About the Climate Law, Rojas explained that it includes a financial strategy for climate change, the obligation of doing an accounting of public spending on climate, a disclosure of climate risk for all financing institutions, and a chapter on risks for the Central Bank, among other issues such as the rise in carbon tax that the government seeks to achieve.
Regarding the Ministry’s priorities, she mentioned that given the current critical level of biodiversity destruction, the creation of a Biodiversity and Protected Areas Service is one of the top ones and that the project to create it has been sitting in congress for 12 years: “The loss of biodiversity is more severe than climate change because it’s irreversible. Once a species goes extinct there’s no way of bringing it back. This has to be taken very – very seriously, and we have to look at both of them together. If you find a solution to one of the crises that deepens the other, it’s definitely not something you want to do, because at the end of the day what we are living is a ‘relationship crisis’. Put in simple words: We have a bad relationship with the environment and a bad relationship among ourselves. In the case of Chile this is translated into the fact that we have territories that are called ‘sacrifice zones,’ and that can’t happen,” Rojas noted. She added that she is hopeful that the project will be approved during 2023: “It’s a basic necessity and an enabler for biodiversity protection to have that service.”

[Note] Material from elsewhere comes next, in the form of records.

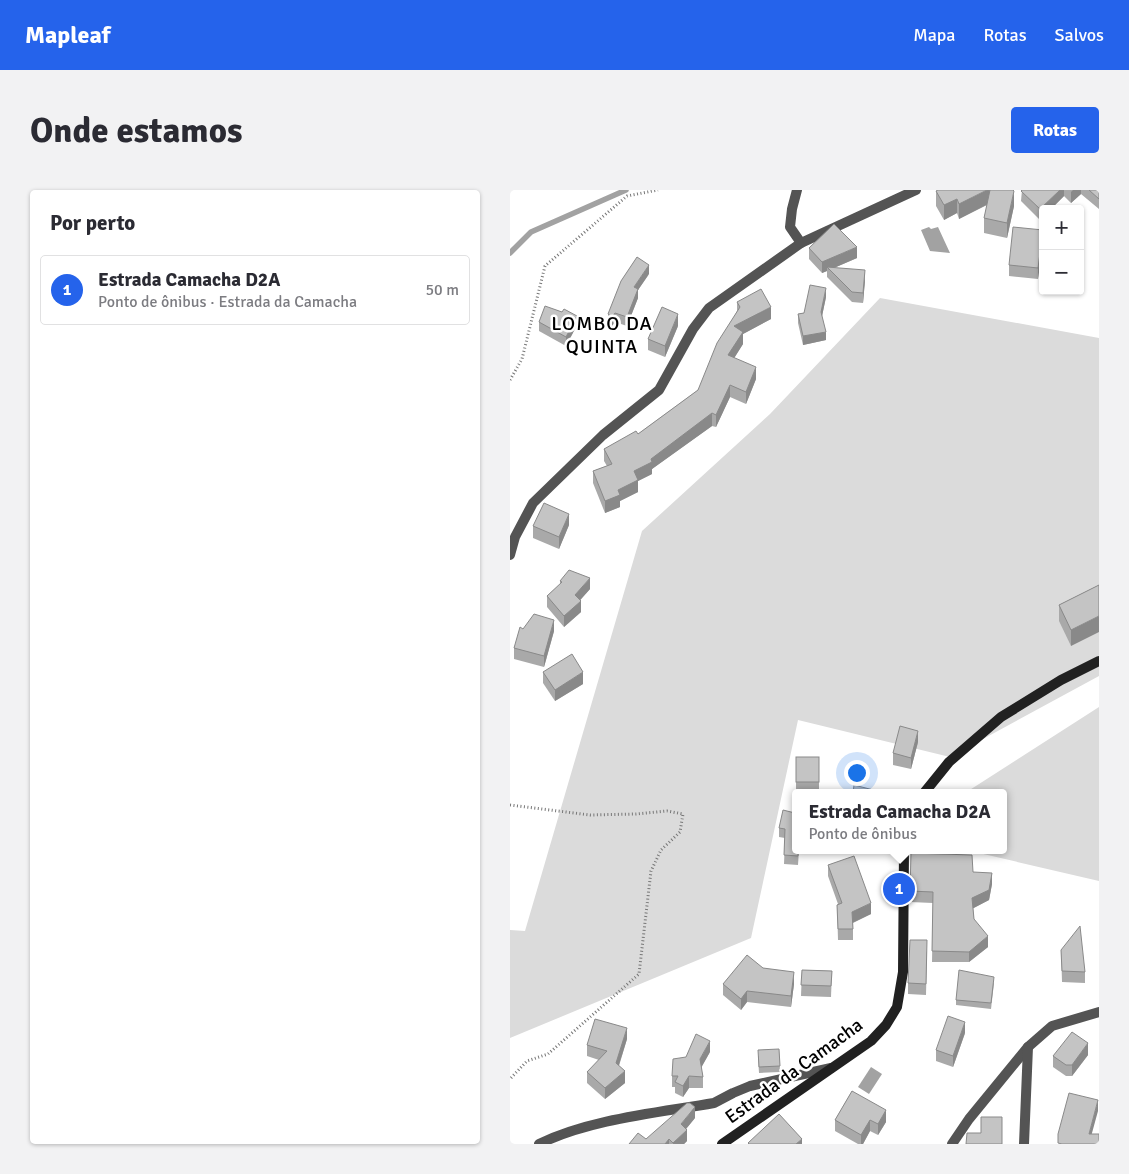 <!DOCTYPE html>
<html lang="pt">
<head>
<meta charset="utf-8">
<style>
	:root { --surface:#fff; --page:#f2f2f3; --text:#2b2b33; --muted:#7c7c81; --line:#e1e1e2; --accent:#2563eb }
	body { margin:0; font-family:Signika,sans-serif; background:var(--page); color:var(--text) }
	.controls { position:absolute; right:15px; top:15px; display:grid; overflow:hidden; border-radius:5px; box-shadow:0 1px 4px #0004 }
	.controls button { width:45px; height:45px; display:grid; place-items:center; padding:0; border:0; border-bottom:1px solid var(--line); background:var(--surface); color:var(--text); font:25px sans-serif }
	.you { position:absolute; left:346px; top:582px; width:18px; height:18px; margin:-12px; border:4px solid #fff; border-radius:50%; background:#1a73e8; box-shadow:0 0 0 8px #1a73e833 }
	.badge { display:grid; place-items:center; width:32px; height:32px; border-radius:50%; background:var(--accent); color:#fff; font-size:16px; font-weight:700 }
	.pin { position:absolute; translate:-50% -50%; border:2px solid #fff; box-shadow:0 1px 5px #0006 }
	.popup { position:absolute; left:282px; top:599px; width:215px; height:65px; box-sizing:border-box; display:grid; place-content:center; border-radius:5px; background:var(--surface); filter:drop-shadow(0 1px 4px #0005); font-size:16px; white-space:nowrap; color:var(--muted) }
	.popup b { font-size:19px; color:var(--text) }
	.popup::after { content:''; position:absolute; left:50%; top:100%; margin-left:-10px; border:10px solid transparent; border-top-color:var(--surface) }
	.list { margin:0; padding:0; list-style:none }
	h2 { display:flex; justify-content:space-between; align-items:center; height:65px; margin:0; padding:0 20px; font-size:21px }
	h2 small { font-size:16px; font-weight:400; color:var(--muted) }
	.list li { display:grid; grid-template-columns:32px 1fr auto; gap:15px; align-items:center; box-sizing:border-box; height:70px; margin:0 10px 10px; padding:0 10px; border:1px solid var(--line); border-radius:5px }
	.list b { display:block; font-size:19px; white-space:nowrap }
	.list p { margin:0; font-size:16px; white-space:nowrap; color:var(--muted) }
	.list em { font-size:16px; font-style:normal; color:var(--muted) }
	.map { position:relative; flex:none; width:589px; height:954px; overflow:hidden; border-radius:5px }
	header { display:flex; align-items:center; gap:30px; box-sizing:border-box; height:70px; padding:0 25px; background:var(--accent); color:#fff }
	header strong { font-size:24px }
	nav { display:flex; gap:28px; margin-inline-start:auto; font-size:18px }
	.intro { display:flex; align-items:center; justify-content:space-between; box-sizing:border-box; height:120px; padding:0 30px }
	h1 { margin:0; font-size:35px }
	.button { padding:12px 22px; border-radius:5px; background:var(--accent); color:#fff; font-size:18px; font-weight:700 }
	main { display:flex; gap:30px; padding:0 30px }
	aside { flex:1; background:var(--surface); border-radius:5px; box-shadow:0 1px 4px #0004 }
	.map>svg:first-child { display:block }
	.green { fill:#dbdbdb }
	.water { fill:#a2a2a2 }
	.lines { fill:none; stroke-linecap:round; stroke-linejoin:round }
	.stream { stroke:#a2a2a2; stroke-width:5.5 }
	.path { stroke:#767676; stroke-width:3; stroke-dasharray:1 2.5; stroke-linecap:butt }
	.lane { stroke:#545454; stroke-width:10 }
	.street { stroke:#545454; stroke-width:10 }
	.secondary { stroke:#212121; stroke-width:10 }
	.wall { fill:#a9a9a9 }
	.shaded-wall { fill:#898989 }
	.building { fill:#c4c4c4; stroke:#898989 }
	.labels { text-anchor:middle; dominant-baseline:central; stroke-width:5; stroke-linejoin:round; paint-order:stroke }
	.street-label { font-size:19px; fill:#000; stroke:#fff }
	.neighbourhood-label { font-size:20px; letter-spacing:1px; fill:#000; stroke:#fff }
</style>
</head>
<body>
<header>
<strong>Mapleaf</strong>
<nav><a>Mapa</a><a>Rotas</a><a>Salvos</a></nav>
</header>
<div class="intro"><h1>Onde estamos</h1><a class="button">Rotas</a></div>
<main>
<aside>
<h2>Por perto<small></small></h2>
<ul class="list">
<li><span class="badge">1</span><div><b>Estrada Camacha D2A</b><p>Ponto de ônibus · Estrada da Camacha</p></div><em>50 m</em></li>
</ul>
</aside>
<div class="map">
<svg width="589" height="954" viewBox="0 0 589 954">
	<rect width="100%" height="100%" fill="#fff"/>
	<g class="green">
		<polygon points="370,108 589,148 589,486 440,567 288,530 241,748 0,848 0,740 15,741 132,341 260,224"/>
		<polygon points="589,517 589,691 456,660 493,660 493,603 455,603"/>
	</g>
	<g class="water">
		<polygon points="419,37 421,39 428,37 440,63 420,61 411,40"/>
		<polygon points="361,877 372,884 359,904 348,897"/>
	</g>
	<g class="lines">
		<polyline class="stream" points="0,63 21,42 116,0"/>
		<g class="path">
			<polyline points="0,190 12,169 35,76 117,6 148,0"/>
			<polyline points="0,615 80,625 126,624 157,621 173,624 170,642 151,660 141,681 129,784 38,864 17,871 0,889"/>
		</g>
		<polyline class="lane" points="0,365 5,347 23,313 93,245 149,200 183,139 199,118 291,53"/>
		<g class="street">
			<polyline points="287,0 282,19 280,37 291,53 406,0"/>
			<path d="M29 954C81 929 147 923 204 913L223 903 240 896 321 878"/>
			<polyline points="442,954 459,929 518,857 542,836 589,822"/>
			<polyline points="514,954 518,857"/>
		</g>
		<g class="secondary">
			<polyline points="414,603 439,572 491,527 551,490 589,471"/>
			<polyline points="212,954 361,851 376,835 387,817 393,782 394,660"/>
		</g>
	</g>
	<g class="wall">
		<polygon points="512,0 589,0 589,19 571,4 561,13 554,6 530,30 511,11"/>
		<polygon points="426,1 504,16 497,48 474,43 474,28 477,15 449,29 447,23 434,30 426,16"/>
		<polygon points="533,40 528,89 499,86 499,75"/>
		<polygon points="299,58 347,68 324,78 355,90 353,113 342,112 317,87 317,81 312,83 299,69"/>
		<polygon points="139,84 128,100 128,108 117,136 105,132 102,136 98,134 98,124"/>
		<polygon points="316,107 312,126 316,150 293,155 288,133 288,124 294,123"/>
		<polygon points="227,112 261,129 233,144 233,154 224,168 246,189 236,214 220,207 206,237 202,236 142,279 142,284 128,291 128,302 110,311 110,317 95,323 83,293 83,281 97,276 94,271 94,259 128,244 188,200 227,121"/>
		<polygon points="29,132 67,135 56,156 29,141"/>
		<polygon points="168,136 155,167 138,160 138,149"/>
		<polygon points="59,335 49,359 23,348 23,336"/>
		<polygon points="50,391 80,399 70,410 71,422 54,437 37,417 37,406 50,395"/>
		<polygon points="589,395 561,456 549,431 549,415"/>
		<polygon points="13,439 44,441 34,477 4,469 4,458"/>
		<polygon points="33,482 73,494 45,511 33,493"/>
		<polygon points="408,552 401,579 383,575 383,563"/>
		<rect x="286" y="567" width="23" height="36"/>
		<polygon points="285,623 285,660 289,660 288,675 274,674 275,648 269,647 269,638"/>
		<polygon points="401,663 463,682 482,694 479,710 463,718 464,729 478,757 459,772 422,772 423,713 400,712"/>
		<polygon points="318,675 361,724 343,733 343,750 328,750 327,715 328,714 318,686"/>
		<polygon points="551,760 575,782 575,793 552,792"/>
		<polygon points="417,761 416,805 398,804 398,793"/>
		<polygon points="253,778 284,794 281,817 237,812 231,820 213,805 213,794"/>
		<polygon points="292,780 322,781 321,807 291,806"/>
		<polygon points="484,793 481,819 446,815 446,810"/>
		<polygon points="455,843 443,877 426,871 426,860"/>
		<polygon points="117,849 109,876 115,893 95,909 77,893 77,882 89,870 77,866 77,855"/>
		<polygon points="269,859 270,882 249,883 248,866"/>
		<polygon points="200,862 191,877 193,887 193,898 179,898 173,907 165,903 165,897 162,897 162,886"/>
		<polygon points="578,865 562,886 556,886 543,877 543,866"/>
		<polygon points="342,901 376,932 368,945 360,941 353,954 348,954 325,941 325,930"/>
		<polygon points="185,928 176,939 177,951 174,954 119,954 136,949"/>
	</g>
	<g class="shaded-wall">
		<polygon points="477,0 480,0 480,13 449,29 449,14"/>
		<polygon points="550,0 554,0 554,6 541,19 533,19 533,27 530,30 530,19"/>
		<polygon points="563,0 571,0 571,4 561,13 561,2"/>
		<polygon points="504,1 504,16 497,48 497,33"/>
		<polygon points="447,9 447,23 434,30 434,15"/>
		<polygon points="533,43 533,54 528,89 528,78"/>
		<polygon points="347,57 347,68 319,80 317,77 317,81 312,83 312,72"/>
		<polygon points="139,75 139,84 128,100 128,108 117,136 117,127 124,97"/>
		<polygon points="355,80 355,90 353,113 353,103"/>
		<polygon points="316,98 316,107 311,131 311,122"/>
		<polygon points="261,117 261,129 233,144 233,154 218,178 218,165 224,136"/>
		<polygon points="105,123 105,132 102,136 102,127"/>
		<polygon points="168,124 168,136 155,167 155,156"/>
		<polygon points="67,126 67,135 56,156 56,147"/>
		<polygon points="316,142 316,150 293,155 293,146"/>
		<polygon points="246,177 246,189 236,214 236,202"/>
		<polygon points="220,195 220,207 206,237 206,225"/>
		<polygon points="202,223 202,236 142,279 142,284 128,291 128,302 110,311 110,317 95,323 95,311 108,300 124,281"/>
		<polygon points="59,324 59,335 49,359 49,347"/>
		<polygon points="80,388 80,399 65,416 65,405"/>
		<polygon points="71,411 71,422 54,437 54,426"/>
		<polygon points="589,426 589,442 561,456 561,440"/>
		<polygon points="44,430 44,441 34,477 34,466"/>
		<polygon points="73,482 73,494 45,511 45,500"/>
		<polygon points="408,541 408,552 401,579 401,568"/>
		<polygon points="482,683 482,694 479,710 462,719 462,708"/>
		<polygon points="361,713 361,724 342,733 342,722"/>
		<polygon points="478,746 478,757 459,772 459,762"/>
		<polygon points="284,782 284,794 281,817 281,806"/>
		<polygon points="237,801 237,812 231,820 231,809"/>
		<polygon points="455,832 455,843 443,877 443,866"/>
		<polygon points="117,838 117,849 106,884 106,873"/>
		<polygon points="200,851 200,862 190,880 190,869"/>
		<polygon points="578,853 578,865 562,886 562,875"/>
		<polygon points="115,881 115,893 95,909 95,898"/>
		<polygon points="179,886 179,898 173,907 173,896"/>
		<polygon points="588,910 588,921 579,954 579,944"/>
		<polygon points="185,917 185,928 171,945 171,934"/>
		<polygon points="376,920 376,932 368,945 368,934"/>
		<polygon points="360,930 360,941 353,954 351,954 351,945"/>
		<polygon points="177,940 177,951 174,954 163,954 163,953"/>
		<polygon points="159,949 159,954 155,954"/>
		<polygon points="292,949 292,954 286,954"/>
	</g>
	<g class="building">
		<polygon points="428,0 477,0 449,14 447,9 434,15 426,1"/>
		<polygon points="480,0 503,0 504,1 497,33 474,28"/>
		<polygon points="512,0 550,0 530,19 511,1"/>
		<polygon points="579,0 589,0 589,9"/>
		<polygon points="324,34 347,57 312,72 299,58"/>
		<polygon points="503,37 533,40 528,78 499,75"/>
		<polygon points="127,67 139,75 124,97 128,99 117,127 105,123 102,127 98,124 111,91"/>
		<polygon points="317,77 355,80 353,103 342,102"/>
		<polygon points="300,95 316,98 311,122 316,142 293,146 288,124 294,123"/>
		<polygon points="251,99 261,117 224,136 233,142 218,165 246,177 236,202 220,195 206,225 202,223 141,269 142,272 124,281 128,290 108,300 110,305 95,311 83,281 102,274 94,259 126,241 128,244 188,200 207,153 230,117 227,112"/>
		<polygon points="35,116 52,122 54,119 67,126 56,147 29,132"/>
		<polygon points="152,117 168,124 155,156 138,149"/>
		<polygon points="34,313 59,324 49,347 23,336"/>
		<polygon points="59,380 80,388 65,405 71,411 54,426 37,406 52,392 50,391"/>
		<polygon points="589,395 589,426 561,440 549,415"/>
		<polygon points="24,424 44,430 34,466 4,458 10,437 13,439"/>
		<polygon points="62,464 73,482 45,500 33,482"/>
		<polygon points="390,536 408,541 401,568 383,563"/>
		<rect x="286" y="567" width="23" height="25"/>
		<polygon points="344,595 375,603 343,603"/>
		<polygon points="273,620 285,623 285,660 288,660 288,666 274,665 275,639 269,638"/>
		<polygon points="401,663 462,665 463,682 482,683 479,700 462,708 464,729 478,746 459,762 422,761 423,702 400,701"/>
		<polygon points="344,666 361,713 342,722 343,739 328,739 327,715 332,713 318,675"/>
		<polygon points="570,736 575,782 552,781 551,760"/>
		<polygon points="400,750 417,750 416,794 398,793"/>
		<polygon points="237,765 253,778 284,782 281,806 237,801 231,809 213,794"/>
		<polygon points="292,780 322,781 321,796 291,795"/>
		<polygon points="449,780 484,787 481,813 446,810"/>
		<polygon points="438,826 455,832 443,866 426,860"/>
		<polygon points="85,829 117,838 106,873 115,881 95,898 77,882 97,861 77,855"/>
		<polygon points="562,842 578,853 562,875 556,875 543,866"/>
		<polygon points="186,844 200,851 190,869 193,887 179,886 173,896 165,892 168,886 162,886 163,869 176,867"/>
		<polygon points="269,859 270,876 249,877 248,860"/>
		<polygon points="342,901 376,920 368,934 360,930 351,945 325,930"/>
		<polygon points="559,903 588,910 579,944 589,944 589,954 552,954 548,953 548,944"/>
		<polygon points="177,913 180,913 185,917 171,934 177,940 163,953 159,949 155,954 119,954 128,943 136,949"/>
		<polygon points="269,924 292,949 286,954 239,954 238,953"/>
		<polygon points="471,927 492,927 492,954 456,954 457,943 471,943"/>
	</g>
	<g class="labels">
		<g class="street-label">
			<text transform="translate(284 881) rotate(-36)">Estrada da Camacha</text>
		</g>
		<g class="neighbourhood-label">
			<text x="92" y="133">LOMBO DA<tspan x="92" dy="23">QUINTA</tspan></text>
		</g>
	</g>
</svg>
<div class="controls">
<button>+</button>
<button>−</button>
</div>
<div class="you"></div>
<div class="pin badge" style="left:389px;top:699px">1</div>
<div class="popup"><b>Estrada Camacha D2A</b>Ponto de ônibus</div>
</div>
</main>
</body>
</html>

As a country whose economy heavily relies on mining, the questioned was expectedly raised by one of the students in the audience, to which Rojas answered that the country needs mining and that the big issue is how to minimize its impact: “We should not be talking about ‘green mining’ or ‘sustainable mining,’ because it is not green, it is not sustainable, but it has to be responsible. We need to agree on how much impact we are willing to accept, and that has to be a very honest conversation that we need to have with Chilean and foreign companies,” stressing the vital importance of civic dialogue on environmental issues when it comes to mining or the new green hydrogen industry: “We need social legitimacy and that requires social dialogue. In the case of green hydrogen for instance, many people say ‘Yes, let’s develop this and export it,’ but if you go to Magallanes people say ‘Why should my environment change completely to produce energy that will be shipped over to Germany or the US?’. We need to address these very urgent crises quickly and it’s going to be complicated if we don’t have that dialogue.”
Further priorities for the Ministry of Environment during the remaining three years of the Boric administration, are the acceleration of the energy transition and improving the lives of people that live in the infamous ‘sacrifice zones’ of Quintero, Puchuncaví, Coronel, Huasco, Mejillones, and Tocopilla. Lastly, Rojas announced the recent creation of a Natural Capital Committee integrated by the Ministries of Environment and Finance, as well as the Chilean Central Bank, which will economically measure, value, and protect the country’s natural capital: “We always say we need to take care of nature, but at the end of the day, in many cases when we want to do something at the expense of nature, we give other things an economic value but we don’t give it to nature,” she said, adding that the aim of the Committee is to define how the Chilean ecosystems can be incorporated into the country’s accounting: “We need to be able to address the biodiversity crisis, not just from the Ministry of Environment, but also from Finance,” she closed.